African-Americans receive recognition for service
Pictured from left Command Sgt. Maj. Franklin Jordan, 101st BSB, 1st ABCT, speaks with retired Trooper James G. Madison and 1st Sgt. Albert Curley Feb. 20 during Fort Riley’s African-American/Black History Month Observance at Riley’s Conference Center. Curley and Madison were Buffalo Soldiers, who served in the 9th and 10th Cav. Regt.’s, respectively. Photo by: Amanda Kim Stairrett, 1ST INF. DIV.
Story by: Amanda Kim Stairrett
1ST INF. DIV. PUBLIC AFFAIRS
Maj. Ivy J. Williams wanted people within the Army's ranks to understand African-Americans wish to be acknowledged for their contributions to society.
"As we have shared in the hardships of this country, so do we desire to share in its success," he said.
Williams, plans and operations chief of training, 1st Infantry Division, spoke Feb. 20 during Fort Riley's African-American/Black History Month Observance at Riley's Conference Center.
Also in attendance were retired 1st Sgt. Albert Curley and Trooper James G. Madison. Both were Buffalo Soldiers, who served in the 9th and 10th Cavalry Regiments, respectively.
Curley, a Junction City resident, joined the Army in 1940 and deployed to Italy during World War II. He served 28 years in the Army. Madison, who resides in the Kansas City area, served from 1942 to 1945.
Williams thanked Curley and Madison for "clearing the way for Soldiers like me." Getting to thank them was an honor, he said later.
"I only hope I did them justice," Williams said.
This year's theme was, "At the crossroads of freedom and equality," and Williams said that placed responsibility on everyone.
"Although we have made great strides in racial equality and freedom, there is still a ways to go," he said. "We must not be complacent with the success we've experienced. We must go further."
Williams also talked about notable African-Americans, like Bruce McMarion Wright, the first black man to wear the 1st Inf.
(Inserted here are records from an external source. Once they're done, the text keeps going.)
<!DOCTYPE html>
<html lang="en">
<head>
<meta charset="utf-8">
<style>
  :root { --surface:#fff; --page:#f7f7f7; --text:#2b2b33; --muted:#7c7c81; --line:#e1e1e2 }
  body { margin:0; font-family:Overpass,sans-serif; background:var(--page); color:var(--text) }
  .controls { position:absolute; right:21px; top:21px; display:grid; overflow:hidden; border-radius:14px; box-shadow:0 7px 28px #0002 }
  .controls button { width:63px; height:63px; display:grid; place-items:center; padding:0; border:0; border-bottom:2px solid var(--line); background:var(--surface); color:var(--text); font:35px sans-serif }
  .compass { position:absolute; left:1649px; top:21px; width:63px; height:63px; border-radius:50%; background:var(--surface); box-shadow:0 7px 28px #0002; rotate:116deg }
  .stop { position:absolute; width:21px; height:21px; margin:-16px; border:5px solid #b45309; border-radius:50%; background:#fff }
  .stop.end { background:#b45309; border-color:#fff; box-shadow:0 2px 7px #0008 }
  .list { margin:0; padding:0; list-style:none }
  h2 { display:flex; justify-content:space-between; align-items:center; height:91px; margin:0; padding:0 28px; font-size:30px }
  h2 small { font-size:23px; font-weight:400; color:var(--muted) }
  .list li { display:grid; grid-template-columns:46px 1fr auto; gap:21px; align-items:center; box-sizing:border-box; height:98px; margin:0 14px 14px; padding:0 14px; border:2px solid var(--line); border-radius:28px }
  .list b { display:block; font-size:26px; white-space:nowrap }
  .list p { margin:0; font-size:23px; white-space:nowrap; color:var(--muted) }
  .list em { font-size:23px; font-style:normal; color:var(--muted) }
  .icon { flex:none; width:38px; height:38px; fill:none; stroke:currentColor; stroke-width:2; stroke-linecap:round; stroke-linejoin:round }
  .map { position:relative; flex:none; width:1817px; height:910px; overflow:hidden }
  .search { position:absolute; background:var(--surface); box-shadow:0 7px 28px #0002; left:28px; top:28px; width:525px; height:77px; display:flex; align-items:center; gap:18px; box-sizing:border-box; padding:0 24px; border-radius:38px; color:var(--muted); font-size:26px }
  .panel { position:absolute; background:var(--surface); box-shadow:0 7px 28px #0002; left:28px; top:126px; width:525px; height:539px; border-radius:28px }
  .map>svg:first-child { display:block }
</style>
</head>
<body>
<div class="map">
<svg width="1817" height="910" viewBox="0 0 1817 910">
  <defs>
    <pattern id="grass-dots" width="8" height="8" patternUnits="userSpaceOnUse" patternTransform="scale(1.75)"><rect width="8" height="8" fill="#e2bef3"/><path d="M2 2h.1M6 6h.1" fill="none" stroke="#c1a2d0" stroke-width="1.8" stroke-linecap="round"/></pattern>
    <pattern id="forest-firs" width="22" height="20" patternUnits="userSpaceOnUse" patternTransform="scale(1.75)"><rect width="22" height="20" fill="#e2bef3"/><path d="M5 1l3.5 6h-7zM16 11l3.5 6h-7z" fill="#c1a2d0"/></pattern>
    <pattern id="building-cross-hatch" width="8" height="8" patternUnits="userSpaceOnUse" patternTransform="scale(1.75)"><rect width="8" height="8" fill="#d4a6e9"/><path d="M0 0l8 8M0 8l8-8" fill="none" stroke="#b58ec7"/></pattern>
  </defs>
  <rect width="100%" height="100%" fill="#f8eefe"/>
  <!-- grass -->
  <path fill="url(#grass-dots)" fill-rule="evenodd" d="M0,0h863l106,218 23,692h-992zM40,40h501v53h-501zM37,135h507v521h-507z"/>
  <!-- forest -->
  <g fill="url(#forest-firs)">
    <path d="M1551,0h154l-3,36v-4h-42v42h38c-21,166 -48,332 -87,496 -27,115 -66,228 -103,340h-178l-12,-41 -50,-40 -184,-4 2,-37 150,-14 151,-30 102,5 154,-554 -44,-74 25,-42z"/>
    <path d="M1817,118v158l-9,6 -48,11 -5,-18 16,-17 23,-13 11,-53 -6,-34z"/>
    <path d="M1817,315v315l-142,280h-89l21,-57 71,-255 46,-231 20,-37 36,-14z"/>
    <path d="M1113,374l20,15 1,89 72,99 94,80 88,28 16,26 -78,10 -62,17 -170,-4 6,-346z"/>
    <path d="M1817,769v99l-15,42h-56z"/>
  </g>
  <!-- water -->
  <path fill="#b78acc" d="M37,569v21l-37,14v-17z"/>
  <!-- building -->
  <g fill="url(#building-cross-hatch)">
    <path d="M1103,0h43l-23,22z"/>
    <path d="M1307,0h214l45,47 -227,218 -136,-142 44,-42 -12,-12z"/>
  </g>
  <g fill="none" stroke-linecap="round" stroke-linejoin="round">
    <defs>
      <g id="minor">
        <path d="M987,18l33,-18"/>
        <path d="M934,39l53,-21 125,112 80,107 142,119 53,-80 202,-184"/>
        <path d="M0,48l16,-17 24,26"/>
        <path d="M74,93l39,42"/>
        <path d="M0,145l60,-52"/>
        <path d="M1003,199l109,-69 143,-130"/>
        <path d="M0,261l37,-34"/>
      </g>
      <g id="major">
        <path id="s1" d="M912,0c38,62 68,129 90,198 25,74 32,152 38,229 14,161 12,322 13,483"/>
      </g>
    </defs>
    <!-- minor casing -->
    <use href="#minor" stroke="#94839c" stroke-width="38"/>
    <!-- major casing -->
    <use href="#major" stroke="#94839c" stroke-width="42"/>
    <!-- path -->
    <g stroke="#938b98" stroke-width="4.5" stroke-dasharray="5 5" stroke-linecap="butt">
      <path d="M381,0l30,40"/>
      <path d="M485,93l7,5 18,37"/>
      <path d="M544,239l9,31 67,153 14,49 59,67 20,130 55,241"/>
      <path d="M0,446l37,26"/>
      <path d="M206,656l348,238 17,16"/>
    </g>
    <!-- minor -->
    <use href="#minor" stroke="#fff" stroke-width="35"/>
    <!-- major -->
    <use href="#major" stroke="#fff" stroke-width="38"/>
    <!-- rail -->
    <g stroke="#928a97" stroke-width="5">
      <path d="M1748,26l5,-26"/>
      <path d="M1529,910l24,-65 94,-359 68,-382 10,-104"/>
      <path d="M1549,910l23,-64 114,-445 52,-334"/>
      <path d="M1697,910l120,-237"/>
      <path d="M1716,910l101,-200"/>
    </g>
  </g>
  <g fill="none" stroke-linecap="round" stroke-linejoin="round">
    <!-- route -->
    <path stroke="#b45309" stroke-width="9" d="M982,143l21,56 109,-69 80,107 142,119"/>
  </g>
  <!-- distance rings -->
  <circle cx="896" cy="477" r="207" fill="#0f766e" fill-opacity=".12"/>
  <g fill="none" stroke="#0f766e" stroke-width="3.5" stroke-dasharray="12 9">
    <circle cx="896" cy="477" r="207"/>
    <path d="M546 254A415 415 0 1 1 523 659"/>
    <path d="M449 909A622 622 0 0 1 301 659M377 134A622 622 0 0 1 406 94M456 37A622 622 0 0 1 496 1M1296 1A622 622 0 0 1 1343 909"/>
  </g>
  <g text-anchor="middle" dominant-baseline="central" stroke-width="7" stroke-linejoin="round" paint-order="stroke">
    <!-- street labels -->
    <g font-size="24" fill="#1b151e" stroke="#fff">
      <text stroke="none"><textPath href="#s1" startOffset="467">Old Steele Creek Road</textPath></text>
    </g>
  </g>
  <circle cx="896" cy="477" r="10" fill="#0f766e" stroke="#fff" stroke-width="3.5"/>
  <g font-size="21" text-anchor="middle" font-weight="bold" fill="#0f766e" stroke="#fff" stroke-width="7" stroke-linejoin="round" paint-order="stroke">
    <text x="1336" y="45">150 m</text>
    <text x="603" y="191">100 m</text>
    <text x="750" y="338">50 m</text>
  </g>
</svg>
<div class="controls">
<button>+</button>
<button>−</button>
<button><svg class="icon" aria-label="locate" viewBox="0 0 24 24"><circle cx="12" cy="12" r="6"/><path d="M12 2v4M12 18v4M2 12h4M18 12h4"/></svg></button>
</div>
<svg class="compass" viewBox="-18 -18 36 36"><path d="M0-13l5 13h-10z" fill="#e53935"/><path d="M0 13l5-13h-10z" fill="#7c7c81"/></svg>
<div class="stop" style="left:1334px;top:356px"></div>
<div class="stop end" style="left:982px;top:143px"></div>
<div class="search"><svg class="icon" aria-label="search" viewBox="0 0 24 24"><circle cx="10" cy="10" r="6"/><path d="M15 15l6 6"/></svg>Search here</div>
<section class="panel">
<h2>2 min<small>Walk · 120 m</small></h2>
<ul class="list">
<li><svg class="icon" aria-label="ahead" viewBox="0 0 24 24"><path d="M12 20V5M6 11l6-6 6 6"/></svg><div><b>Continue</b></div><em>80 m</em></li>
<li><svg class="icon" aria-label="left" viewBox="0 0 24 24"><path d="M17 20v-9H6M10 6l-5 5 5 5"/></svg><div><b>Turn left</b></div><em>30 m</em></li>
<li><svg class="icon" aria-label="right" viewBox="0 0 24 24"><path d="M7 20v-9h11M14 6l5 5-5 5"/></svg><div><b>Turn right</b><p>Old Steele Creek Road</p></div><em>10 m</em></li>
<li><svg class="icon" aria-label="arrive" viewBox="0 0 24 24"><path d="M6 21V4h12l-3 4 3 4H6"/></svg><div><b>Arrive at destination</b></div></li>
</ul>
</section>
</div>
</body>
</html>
Div. patch in combat – who later served as a New York State Supreme Court judge; Thurgood Marshall, Josiah Henson and Harriet Tubman.
All of these people came to a crossroads and made a decision, Williams said. They all wanted the same thing: Freedom.
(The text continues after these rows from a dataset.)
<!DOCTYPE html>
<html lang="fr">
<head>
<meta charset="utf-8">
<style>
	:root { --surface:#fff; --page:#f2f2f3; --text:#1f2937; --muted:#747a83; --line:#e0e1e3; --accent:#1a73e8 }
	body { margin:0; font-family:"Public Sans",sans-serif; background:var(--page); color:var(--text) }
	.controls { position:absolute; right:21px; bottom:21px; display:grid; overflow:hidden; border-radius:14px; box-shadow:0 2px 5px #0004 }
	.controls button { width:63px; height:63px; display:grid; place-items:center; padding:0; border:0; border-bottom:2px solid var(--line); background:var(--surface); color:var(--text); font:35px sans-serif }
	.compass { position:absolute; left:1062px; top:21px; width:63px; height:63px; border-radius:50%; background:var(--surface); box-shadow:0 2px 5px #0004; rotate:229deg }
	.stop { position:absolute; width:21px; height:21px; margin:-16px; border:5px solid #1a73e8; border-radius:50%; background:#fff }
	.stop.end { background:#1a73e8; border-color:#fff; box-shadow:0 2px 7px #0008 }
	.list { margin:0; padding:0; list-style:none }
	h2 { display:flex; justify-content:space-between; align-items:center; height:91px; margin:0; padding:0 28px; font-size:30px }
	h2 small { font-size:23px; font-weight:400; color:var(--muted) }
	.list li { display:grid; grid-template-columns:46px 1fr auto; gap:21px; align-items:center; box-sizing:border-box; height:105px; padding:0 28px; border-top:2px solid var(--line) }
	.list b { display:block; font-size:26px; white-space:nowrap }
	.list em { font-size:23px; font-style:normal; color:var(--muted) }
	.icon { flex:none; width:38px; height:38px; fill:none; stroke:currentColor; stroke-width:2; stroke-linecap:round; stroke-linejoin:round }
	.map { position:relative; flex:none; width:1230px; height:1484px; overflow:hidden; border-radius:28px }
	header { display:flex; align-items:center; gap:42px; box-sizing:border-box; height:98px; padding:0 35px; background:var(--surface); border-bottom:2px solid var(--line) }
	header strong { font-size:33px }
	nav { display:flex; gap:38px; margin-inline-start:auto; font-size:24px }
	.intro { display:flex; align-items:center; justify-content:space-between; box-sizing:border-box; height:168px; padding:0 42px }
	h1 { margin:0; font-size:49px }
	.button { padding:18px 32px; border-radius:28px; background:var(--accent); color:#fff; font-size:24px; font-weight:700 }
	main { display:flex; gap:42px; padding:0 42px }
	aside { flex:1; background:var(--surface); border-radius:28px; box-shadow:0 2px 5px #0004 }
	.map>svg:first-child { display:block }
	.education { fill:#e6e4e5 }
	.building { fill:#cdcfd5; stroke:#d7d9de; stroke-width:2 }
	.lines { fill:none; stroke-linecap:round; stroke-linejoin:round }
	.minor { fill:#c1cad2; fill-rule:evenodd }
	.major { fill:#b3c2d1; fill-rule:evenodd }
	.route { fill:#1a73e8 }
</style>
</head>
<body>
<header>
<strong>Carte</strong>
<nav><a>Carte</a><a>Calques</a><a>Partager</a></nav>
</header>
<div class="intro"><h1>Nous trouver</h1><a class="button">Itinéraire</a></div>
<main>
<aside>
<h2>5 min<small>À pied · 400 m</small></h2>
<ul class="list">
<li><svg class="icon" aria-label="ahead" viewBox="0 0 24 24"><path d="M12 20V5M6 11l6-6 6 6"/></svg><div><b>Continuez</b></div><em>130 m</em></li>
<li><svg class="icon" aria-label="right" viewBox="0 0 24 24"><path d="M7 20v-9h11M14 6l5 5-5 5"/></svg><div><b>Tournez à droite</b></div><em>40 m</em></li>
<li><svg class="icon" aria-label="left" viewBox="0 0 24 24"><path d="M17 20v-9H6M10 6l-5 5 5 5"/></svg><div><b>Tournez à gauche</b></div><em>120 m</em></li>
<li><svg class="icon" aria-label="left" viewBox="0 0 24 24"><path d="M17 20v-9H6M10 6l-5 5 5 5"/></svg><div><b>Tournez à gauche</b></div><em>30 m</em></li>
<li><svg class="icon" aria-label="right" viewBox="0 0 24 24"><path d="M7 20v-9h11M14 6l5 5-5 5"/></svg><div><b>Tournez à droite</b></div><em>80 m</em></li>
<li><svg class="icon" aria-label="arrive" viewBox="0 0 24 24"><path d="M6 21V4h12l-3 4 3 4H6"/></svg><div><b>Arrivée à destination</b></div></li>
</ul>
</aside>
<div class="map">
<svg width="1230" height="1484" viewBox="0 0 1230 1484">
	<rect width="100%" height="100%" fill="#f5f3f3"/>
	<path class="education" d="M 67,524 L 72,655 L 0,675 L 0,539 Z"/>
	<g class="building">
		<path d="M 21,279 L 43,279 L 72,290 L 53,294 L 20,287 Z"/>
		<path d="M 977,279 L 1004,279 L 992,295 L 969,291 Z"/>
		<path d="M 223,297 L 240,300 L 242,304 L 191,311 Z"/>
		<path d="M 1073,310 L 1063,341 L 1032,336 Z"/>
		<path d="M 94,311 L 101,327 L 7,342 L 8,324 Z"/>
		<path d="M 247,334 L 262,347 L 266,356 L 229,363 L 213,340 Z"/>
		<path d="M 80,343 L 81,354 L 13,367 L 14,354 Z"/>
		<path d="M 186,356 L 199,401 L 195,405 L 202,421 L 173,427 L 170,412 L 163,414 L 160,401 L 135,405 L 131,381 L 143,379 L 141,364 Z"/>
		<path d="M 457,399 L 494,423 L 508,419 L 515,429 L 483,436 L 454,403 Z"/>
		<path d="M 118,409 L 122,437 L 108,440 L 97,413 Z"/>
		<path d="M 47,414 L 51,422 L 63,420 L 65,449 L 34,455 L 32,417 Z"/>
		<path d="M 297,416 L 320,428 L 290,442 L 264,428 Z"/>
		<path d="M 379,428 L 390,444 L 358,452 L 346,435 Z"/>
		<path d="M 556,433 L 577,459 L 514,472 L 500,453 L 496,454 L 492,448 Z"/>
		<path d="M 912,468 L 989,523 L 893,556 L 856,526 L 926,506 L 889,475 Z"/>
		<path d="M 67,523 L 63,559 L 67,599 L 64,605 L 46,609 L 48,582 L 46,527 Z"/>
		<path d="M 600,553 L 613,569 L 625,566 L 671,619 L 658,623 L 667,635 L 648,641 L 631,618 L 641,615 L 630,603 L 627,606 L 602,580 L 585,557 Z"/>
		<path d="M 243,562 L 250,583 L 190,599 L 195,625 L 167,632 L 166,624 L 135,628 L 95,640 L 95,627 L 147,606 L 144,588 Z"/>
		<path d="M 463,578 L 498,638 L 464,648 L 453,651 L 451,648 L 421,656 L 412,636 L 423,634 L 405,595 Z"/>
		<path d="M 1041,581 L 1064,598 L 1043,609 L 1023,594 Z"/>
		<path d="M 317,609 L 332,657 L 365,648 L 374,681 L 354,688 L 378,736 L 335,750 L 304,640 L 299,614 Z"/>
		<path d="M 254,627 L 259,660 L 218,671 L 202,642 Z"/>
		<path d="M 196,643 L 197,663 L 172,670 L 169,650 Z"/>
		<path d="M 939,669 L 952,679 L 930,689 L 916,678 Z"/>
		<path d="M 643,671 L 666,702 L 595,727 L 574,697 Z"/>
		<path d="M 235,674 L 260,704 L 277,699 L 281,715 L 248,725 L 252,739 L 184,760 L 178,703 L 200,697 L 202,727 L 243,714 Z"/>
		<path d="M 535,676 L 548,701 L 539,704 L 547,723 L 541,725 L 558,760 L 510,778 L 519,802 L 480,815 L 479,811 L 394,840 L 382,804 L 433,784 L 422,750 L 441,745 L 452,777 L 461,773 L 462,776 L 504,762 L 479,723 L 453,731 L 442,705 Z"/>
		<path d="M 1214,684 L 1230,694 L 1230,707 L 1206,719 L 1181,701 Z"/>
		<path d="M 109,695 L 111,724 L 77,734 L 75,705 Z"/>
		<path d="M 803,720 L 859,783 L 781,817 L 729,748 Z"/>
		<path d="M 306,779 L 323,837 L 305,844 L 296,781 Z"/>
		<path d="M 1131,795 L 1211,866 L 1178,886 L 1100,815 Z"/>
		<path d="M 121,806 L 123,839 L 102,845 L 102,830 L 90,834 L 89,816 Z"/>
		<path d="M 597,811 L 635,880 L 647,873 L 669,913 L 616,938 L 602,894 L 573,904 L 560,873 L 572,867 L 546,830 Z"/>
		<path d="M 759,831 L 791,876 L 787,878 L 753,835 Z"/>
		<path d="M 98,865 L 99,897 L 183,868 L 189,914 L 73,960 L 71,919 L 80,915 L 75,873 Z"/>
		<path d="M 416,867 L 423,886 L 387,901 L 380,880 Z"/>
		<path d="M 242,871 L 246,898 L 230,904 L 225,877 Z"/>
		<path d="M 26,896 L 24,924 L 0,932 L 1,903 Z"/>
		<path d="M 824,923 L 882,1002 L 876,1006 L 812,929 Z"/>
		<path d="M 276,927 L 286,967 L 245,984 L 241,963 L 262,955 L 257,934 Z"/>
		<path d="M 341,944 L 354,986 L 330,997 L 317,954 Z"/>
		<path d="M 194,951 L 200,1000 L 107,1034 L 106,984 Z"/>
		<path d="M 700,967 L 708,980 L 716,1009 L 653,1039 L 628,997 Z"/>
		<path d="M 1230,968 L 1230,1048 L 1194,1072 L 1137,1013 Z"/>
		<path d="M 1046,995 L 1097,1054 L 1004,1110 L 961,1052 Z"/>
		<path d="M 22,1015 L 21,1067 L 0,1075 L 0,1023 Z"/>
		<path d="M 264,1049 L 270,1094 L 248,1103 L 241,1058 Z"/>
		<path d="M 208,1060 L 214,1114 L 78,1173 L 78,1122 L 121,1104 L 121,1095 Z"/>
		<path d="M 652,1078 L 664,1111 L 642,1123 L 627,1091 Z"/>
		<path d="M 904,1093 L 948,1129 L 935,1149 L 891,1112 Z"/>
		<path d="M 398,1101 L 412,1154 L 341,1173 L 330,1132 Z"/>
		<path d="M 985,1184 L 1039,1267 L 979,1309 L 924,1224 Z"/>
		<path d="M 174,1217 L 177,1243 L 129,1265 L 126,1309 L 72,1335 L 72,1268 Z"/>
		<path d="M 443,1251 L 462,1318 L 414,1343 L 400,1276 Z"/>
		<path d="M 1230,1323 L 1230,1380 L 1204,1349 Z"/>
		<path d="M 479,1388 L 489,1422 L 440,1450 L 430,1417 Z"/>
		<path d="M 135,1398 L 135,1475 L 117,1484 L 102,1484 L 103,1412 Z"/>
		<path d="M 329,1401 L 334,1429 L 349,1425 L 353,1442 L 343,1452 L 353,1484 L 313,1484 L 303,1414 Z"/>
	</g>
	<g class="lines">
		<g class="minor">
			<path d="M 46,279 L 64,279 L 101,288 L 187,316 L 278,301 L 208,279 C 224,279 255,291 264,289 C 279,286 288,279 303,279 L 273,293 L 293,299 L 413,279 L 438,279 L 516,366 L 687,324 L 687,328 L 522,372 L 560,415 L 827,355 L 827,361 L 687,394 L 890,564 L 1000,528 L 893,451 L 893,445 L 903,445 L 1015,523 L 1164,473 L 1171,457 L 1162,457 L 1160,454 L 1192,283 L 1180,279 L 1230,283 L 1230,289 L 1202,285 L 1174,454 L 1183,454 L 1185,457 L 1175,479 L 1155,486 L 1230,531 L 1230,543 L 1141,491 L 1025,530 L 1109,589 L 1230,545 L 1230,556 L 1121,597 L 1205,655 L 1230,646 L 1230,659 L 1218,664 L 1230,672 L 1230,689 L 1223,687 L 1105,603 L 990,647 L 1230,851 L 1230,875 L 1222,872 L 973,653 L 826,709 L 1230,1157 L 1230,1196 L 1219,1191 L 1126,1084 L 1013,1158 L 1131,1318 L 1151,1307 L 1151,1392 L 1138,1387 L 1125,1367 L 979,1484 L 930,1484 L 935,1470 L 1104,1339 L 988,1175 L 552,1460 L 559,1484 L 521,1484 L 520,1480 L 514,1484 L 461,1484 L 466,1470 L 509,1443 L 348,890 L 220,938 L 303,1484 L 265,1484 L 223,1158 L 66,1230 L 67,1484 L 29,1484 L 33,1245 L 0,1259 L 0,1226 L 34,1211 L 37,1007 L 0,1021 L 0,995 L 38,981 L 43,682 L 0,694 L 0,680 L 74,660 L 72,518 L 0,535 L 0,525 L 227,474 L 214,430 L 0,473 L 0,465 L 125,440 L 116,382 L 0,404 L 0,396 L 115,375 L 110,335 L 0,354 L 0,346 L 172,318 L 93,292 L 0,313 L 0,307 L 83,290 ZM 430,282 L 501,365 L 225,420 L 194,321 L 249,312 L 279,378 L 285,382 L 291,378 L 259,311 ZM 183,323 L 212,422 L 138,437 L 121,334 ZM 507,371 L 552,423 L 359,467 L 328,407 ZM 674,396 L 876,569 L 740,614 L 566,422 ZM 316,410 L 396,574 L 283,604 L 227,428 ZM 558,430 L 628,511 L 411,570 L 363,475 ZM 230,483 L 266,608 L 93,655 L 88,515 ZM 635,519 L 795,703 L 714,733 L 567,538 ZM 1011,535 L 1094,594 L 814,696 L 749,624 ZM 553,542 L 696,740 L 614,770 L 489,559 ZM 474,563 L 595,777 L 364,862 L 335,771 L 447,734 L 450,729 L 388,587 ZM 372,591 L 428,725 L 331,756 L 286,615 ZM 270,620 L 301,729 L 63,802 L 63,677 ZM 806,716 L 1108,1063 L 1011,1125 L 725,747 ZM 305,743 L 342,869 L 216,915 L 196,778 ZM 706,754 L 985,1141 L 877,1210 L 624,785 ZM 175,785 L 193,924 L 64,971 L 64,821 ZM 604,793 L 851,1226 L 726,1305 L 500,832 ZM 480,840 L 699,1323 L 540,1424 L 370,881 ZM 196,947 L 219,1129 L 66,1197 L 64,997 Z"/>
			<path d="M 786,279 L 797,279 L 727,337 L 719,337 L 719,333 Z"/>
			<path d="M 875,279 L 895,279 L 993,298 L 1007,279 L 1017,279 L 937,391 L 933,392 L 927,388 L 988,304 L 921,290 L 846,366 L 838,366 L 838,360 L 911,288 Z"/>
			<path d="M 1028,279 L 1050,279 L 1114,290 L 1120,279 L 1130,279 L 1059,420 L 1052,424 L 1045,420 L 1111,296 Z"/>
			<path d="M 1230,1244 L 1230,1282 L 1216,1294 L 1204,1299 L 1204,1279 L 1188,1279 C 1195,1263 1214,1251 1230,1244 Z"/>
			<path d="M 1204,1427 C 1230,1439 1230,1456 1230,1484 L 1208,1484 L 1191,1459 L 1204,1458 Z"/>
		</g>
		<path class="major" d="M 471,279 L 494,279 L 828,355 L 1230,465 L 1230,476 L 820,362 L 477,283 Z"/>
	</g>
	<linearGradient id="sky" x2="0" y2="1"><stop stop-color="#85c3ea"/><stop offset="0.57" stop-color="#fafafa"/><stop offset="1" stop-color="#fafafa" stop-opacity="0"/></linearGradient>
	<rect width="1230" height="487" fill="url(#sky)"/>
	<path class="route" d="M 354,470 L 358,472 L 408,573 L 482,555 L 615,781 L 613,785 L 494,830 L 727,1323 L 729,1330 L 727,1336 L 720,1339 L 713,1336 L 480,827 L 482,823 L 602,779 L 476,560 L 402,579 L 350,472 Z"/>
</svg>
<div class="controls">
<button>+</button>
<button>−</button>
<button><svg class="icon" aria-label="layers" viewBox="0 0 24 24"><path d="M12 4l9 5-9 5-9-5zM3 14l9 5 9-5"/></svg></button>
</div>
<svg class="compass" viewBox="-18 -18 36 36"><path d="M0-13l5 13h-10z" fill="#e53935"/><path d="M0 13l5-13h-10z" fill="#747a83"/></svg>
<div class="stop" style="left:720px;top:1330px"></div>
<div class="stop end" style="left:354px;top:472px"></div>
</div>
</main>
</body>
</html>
"We've all been at a crossroads," Williams said
He and other African-American Soldiers wear their uniforms because they defend the Constitution, he said, and, "all we wanted was simple acknowledgement."
Also during the ceremony, the 1st Inf. Div. Jazz Combo provided music. LaBarbara Wigfall, associate professor of landscape architecture and regional and community planning, Kansas State University, and Angela Muhwezi of Wichita, senior, K-State, performed a special song selection.